■ ABOUT THIS EXERCISE ■
Return copies of the lines below that mention "Ideas".

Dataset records
******

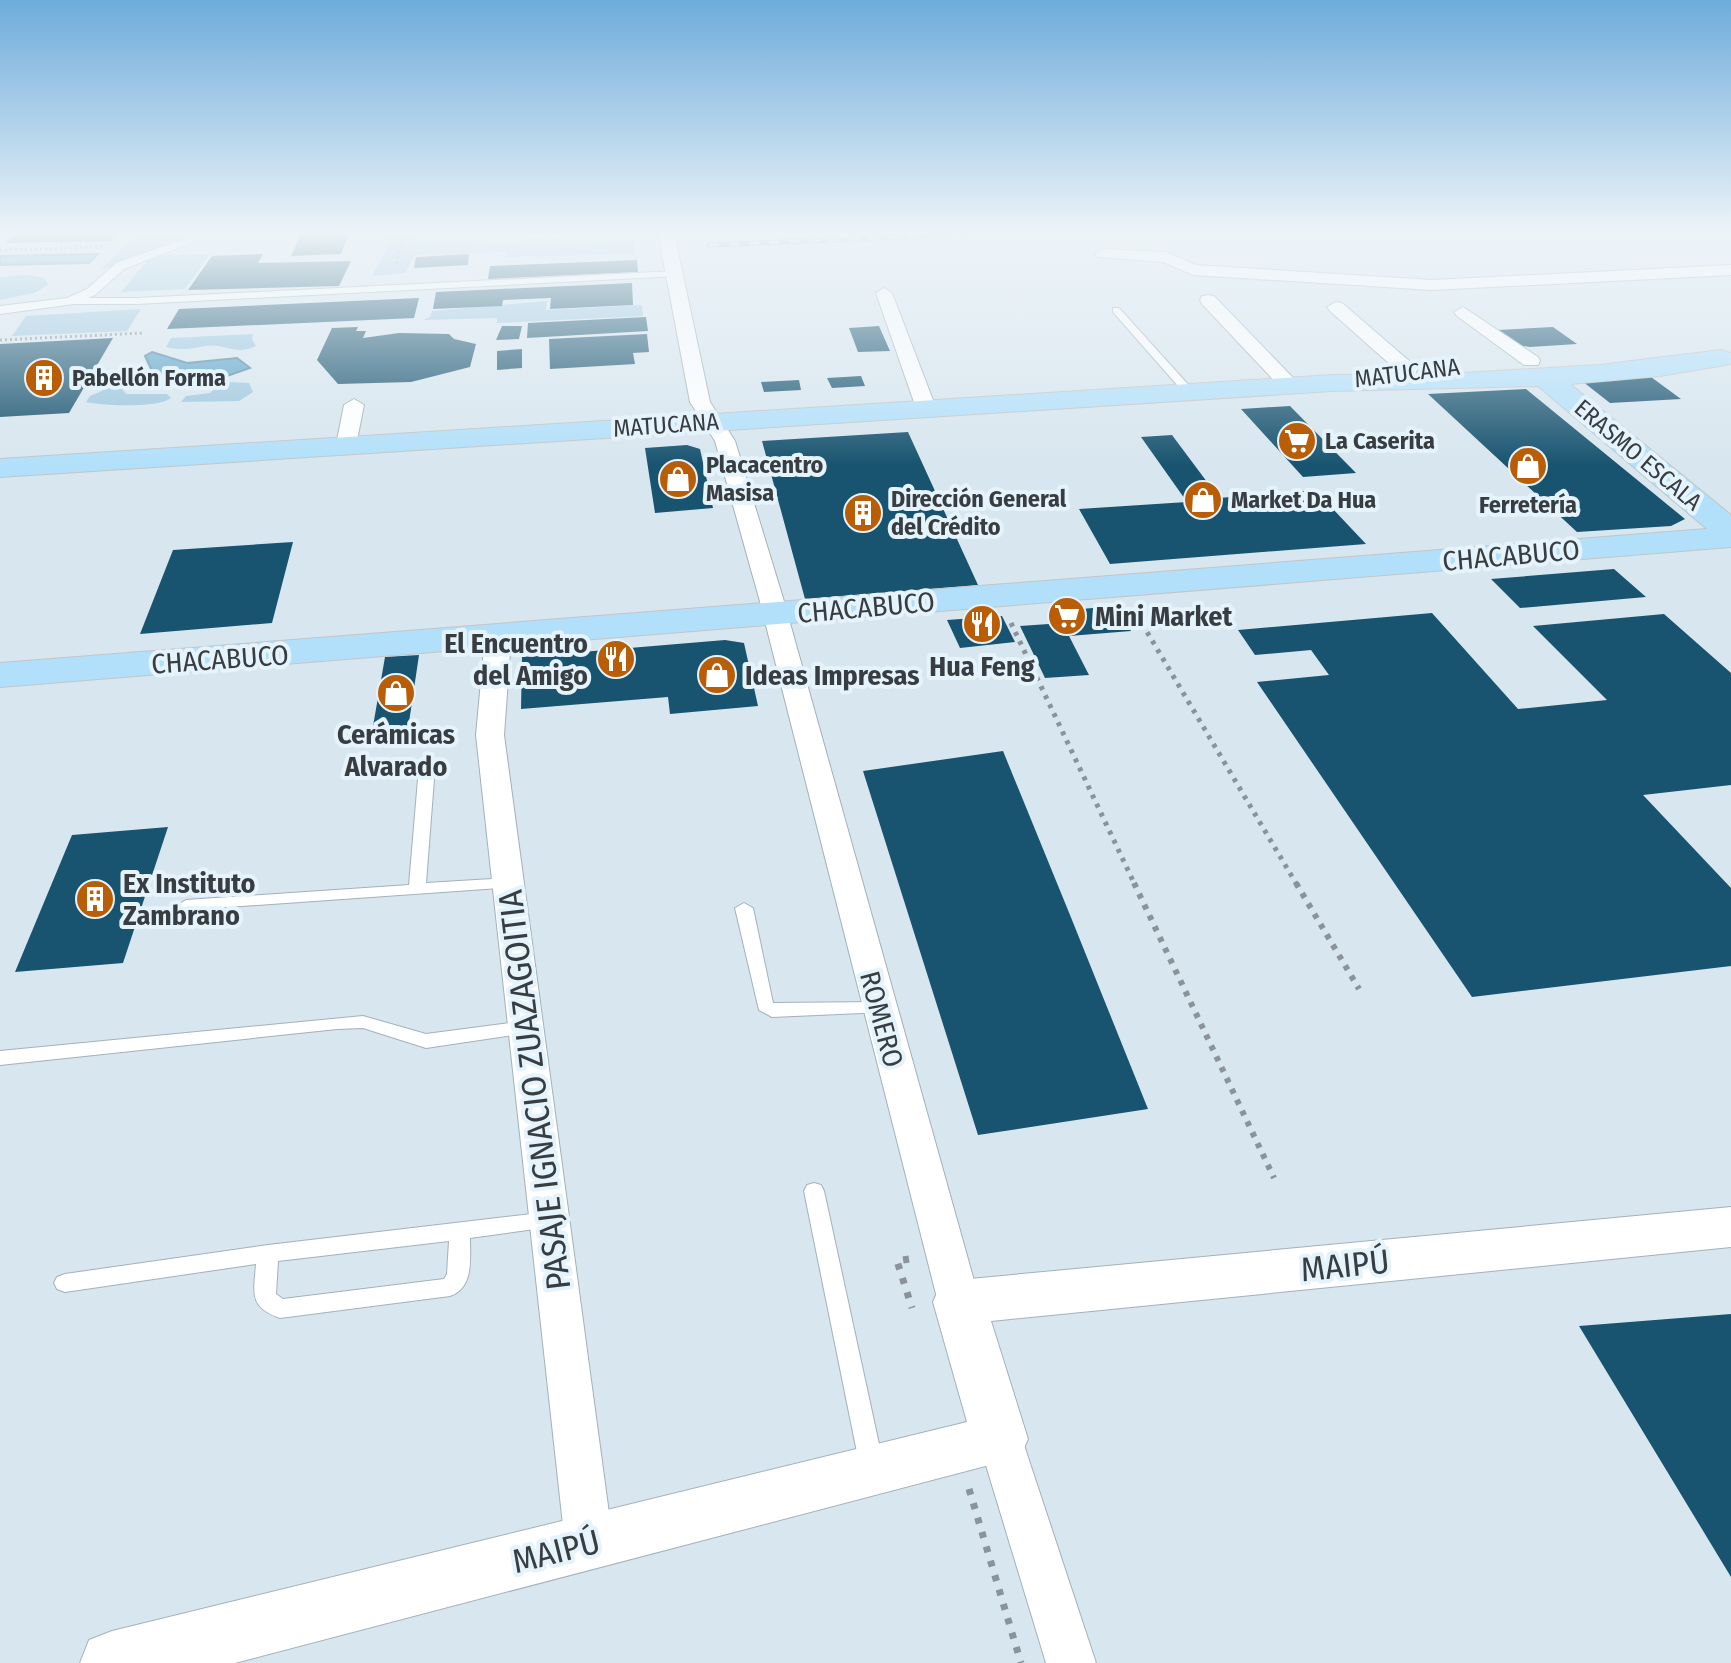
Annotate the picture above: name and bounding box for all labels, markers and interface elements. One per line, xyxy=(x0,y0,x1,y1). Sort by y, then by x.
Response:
street label: MATUCANA xyxy=(1353,353,1462,393)
building icon: Pabellón Forma xyxy=(23,357,65,399)
place label: Pabellón Forma xyxy=(72,364,226,392)
street label: ERASMO ESCALA xyxy=(1569,394,1707,516)
street label: MATUCANA xyxy=(612,407,720,443)
supermarket icon: La Caserita xyxy=(1276,420,1318,462)
place label: La Caserita xyxy=(1325,427,1435,455)
shop icon: Ferretería xyxy=(1507,445,1549,487)
place label: Placacentro Masisa xyxy=(706,451,824,507)
shop icon: Placacentro Masisa xyxy=(657,458,699,500)
shop icon: Market Da Hua xyxy=(1182,479,1224,521)
place label: Dirección General del Crédito xyxy=(891,485,1067,541)
place label: Market Da Hua xyxy=(1231,486,1376,514)
place label: Ferretería xyxy=(1479,491,1577,519)
building icon: Dirección General del Crédito xyxy=(842,492,884,534)
street label: CHACABUCO xyxy=(1441,533,1581,578)
street label: CHACABUCO xyxy=(796,585,936,630)
supermarket icon: Mini Market xyxy=(1046,595,1088,637)
place label: Mini Market xyxy=(1095,600,1234,633)
restaurant icon: Hua Feng xyxy=(961,603,1003,645)
place label: El Encuentro del Amigo xyxy=(444,627,588,692)
street label: CHACABUCO xyxy=(150,638,290,681)
restaurant icon: El Encuentro del Amigo xyxy=(595,638,637,680)
place label: Hua Feng xyxy=(929,650,1035,683)
shop icon: Ideas Impresas xyxy=(696,654,738,696)
place label: Ideas Impresas xyxy=(745,659,920,692)
shop icon: Cerámicas Alvarado xyxy=(375,672,417,714)
place label: Cerámicas Alvarado xyxy=(337,718,455,783)
place label: Ex Instituto Zambrano xyxy=(123,867,256,932)
building icon: Ex Instituto Zambrano xyxy=(74,878,116,920)
street label: PASAJE IGNACIO ZUAZAGOITIA xyxy=(490,888,579,1292)
street label: ROMERO xyxy=(853,968,910,1071)
street label: MAIPÚ xyxy=(1299,1240,1391,1291)
street label: MAIPÚ xyxy=(508,1521,604,1582)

******

■ OUTPUT OF THE TASK ■
shop icon: Ideas Impresas xyxy=(696,654,738,696)
place label: Ideas Impresas xyxy=(745,659,920,692)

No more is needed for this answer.